Travelers’ Diarrhea Approximately 20% to 60% of travelers will develop diarrhea; destinations with the highest risk are Latin America, the Middle East, Sub-Saharan Africa, and Southeast Asia.16,25-27 Host-specific risk factors include use of acid suppressants (H2 blockers, antacids, and proton pump inhibitors), immune suppression, diabetes, and inflammatory bowel disease. The most common microbe causing travelers’ diarrhea is enterotoxigenic Escherichia colii (ETEC), followed by campylobacter, salmonella and shigella. Viruses (rotavirus and norovirus) and parasites (notably Giardia lamblia) cause up to 25% of travelers’ diarrhea, depending on the destination.28-30 The diarrhea usually resolves in a few days without therapy, but may disrupt travel activities. Women are more likely than men to have a post-infectious irritable bowel syndrome, which is seen in 3% to 17% of patients who have had travelers’ diarrhea. The most common sources of infectious diarrhea are partially cooked or reheated foods, such


as quiches and casseroles, and contaminated water (including ice). The general advice for hygienic food consumption is: “Boil it, cook it, peel it, or forget it.” But, a recent review finds this advice may not be practical or effective for most travelers.30 The following summarizes the recommended drug therapy for travelers’ diarrhea. It is important to remember at all times that hydration with electrolyte supplementation is essential.13 Prophylaxis: Bismuth subsalicylate 2 tablets 4 times a day while traveling. Disadvantages are that it produces a black tongue and stool. Antibiotic prophylaxis (ciprofloxacin 500 mg daily or norfloxacin 400 mg daily) is not routinely recommended unless the traveler has advanced HIV, uncontrolled inflammatory bowel disease, or active immune suppression (eg, malignancy, chemotherapy, hypogammaglobulinemia, end-stage renal disease, or diabetes).1,2,13 Treatment: Only indicated for moderate to severe diarrhea (illness lasts more than 3 days, temperature higher than 38.5°C, pus, mucus, or blood in the stool). Drug of choice is a fluroquinolone: oral ciprofloxacin 500 mg twice daily or oral norfloxacin 400 mg twice daily or oral levofloxacin 500 mg daily or oral ofloxacin 200 mg twice daily. Duration of therapy can be 3 to 5 days depending on response. Oral azithromycin 1,000 mg once and oral rifaximin 200 mg three times daily are alternative agents.13

Altitude Sickness Travel destinations that are more than approximately 2,500 m (8,000 ft) high carry a risk for high altitude sickness, especially if there is a rapid ascent. Acute mountain sickness (AMS) is a self-limiting illness characterized by headache, dizziness, sleep disturbance, anorexia, and fatigue. Symptoms usually disappear in 1 to 3 days if there is no further ascent. Sometimes AMS progresses to encephalopathy and ataxia, known as high-altitude cerebral edema (HACE).
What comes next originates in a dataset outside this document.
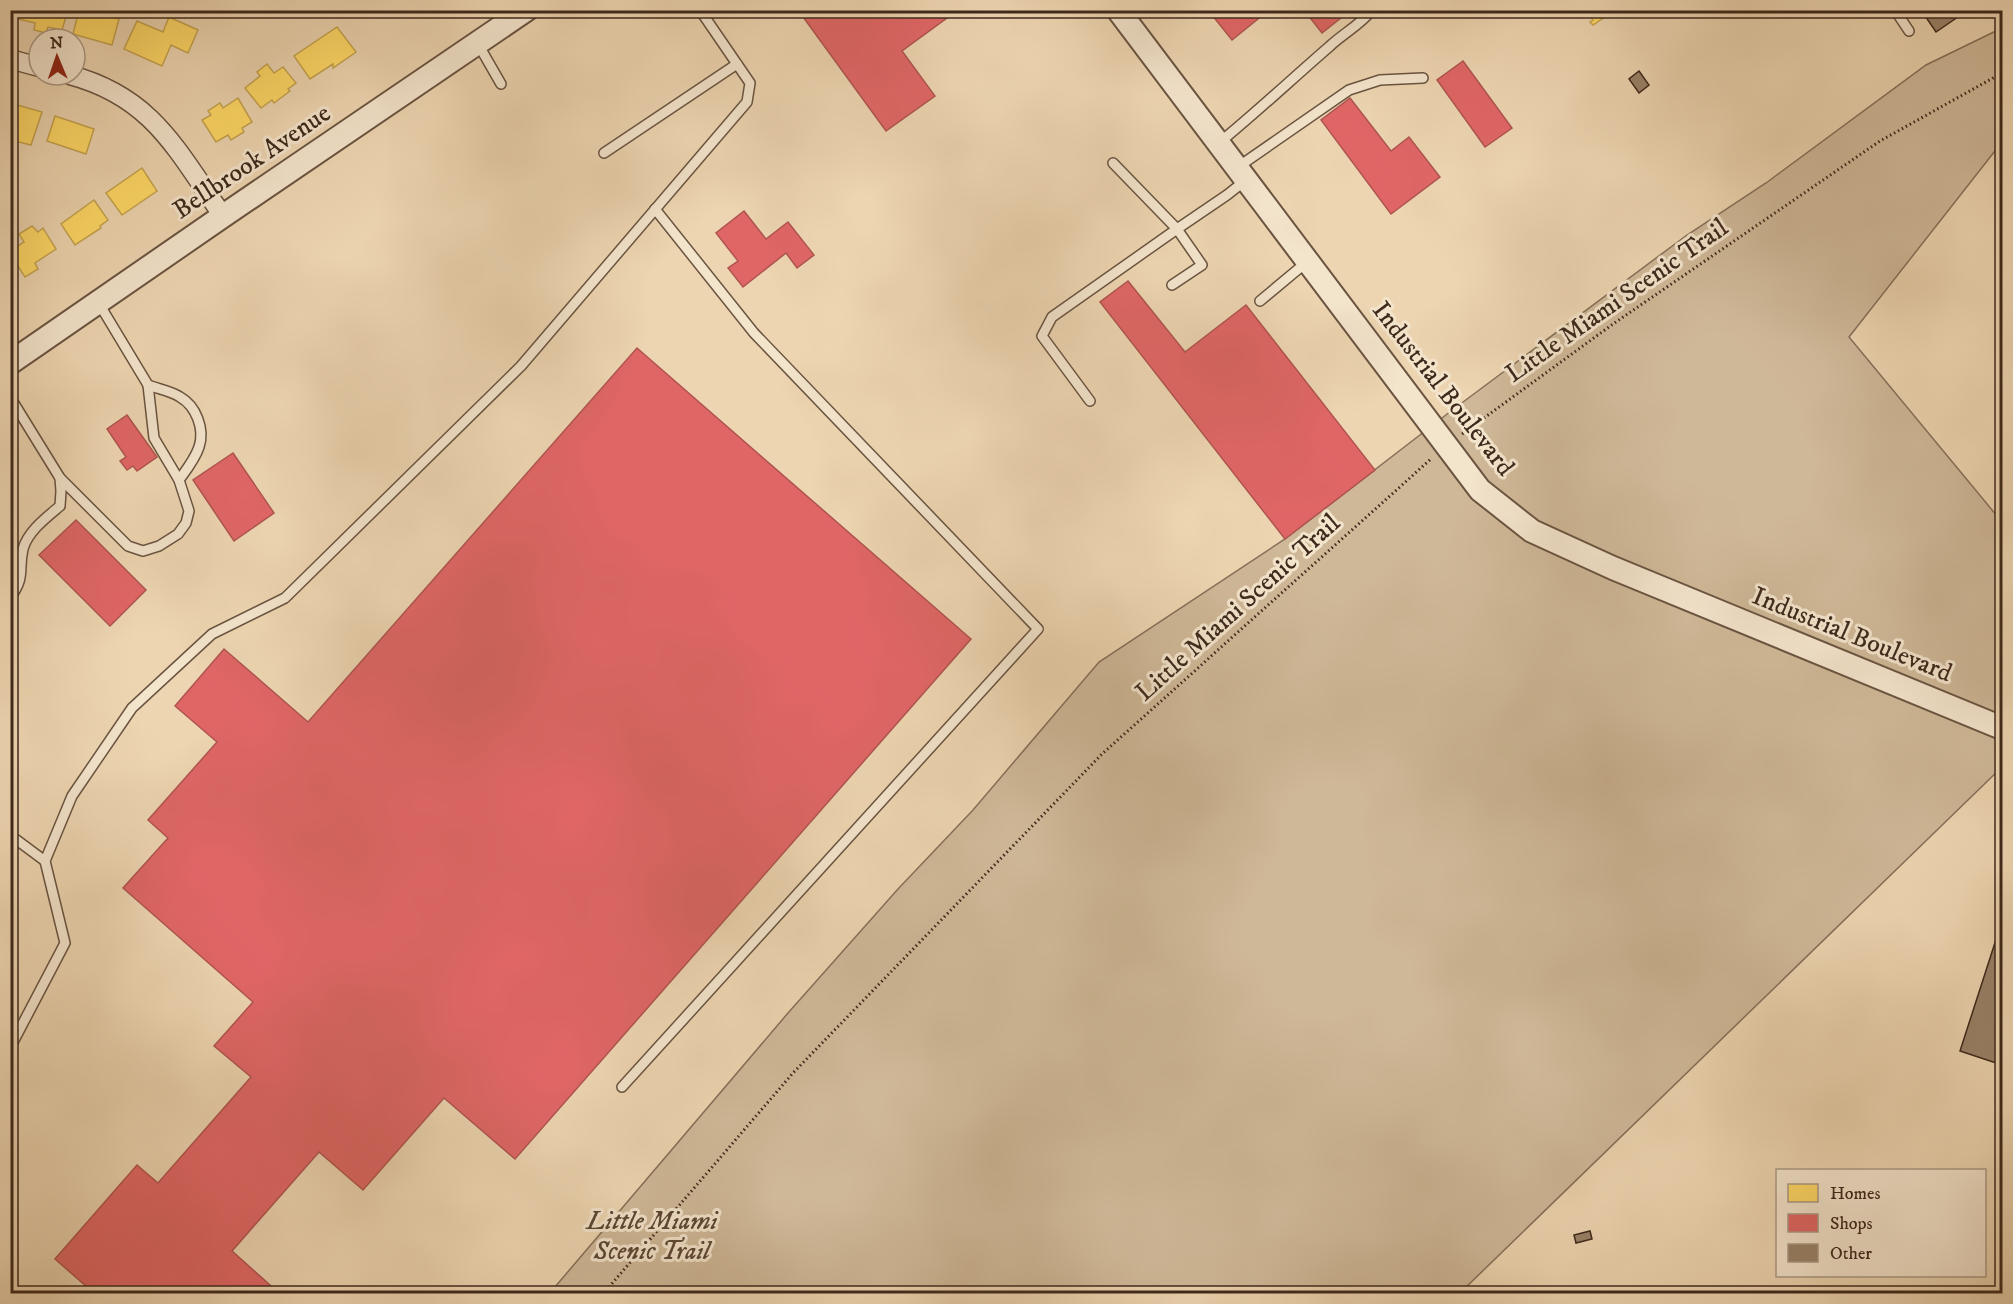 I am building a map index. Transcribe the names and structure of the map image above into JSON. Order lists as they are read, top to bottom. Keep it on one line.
{"streets":{"street":["Bellbrook Avenue","Industrial Boulevard"],"path":["Little Miami Scenic Trail"]},"crossings":[["Little Miami Scenic Trail","Industrial Boulevard"]],"parks":["Little Miami Scenic Trail"],"legend":["Homes","Shops","Other"],"north":"top"}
This can be a rapidly fatal condition due to vasogenic edema of the cerebral white matter, especially the corpus callosum (T2 hyperintensity in the splenium of the corpus callosum on magnetic resonance imaging); this in turn can cause cerebral herniation.31-33 High-altitude pulmonary edema (HAPE) is another life-threatening complication where a multitude of host-maladaptive responses to hypobaric hypoxia at high altitudes (increased sympathetic tone, poor ventilation, pulmonary vasoconstriction, etc.) result in pulmonary edema.34 The best therapy for HACE and HAPE is immediate descent. Specific medical therapy to avoid and manage AMS is as follows: Preventive therapy: Acetazolamide, a carbonic anhydrase inhibitor, induces metabolic acidosis and hence increases ventilation at night, increases arterial oxygenation, and promotes bicarbonate diuresis after respiratory alkalosis. This is recommended for ascents higher than 8,000 to 11,000 feet with a dose of 250 mg orally twice daily beginning on the morning of ascent and continue through the day after ascent. If symptoms

persist, therapy should be extended an additional day. Because it is a diuretic, patients should avoid taking it at bedtime. Some patients develop circumoral and distal extremity paresthesias, in which case, each dose is reduced by 50%. Other adverse effects include a temporary distaste for carbonated beverages. Because it is a sulfonamide, acetazolamide is contraindicated in those with allergy to sulfa-containing compounds. Treatment: The recommended approach is avoidance of further ascent and acetazolamide 250 mg orally twice daily until symptoms abate. With, HACE and HAPE, although experienced providers in consultation with mountaineer travelers can try hyperbaric chambers, dexamethasone, and nifedipine, there is no substitute for immediate descent; other medical measures are generally not recommended as these conditions are rapidly fatal.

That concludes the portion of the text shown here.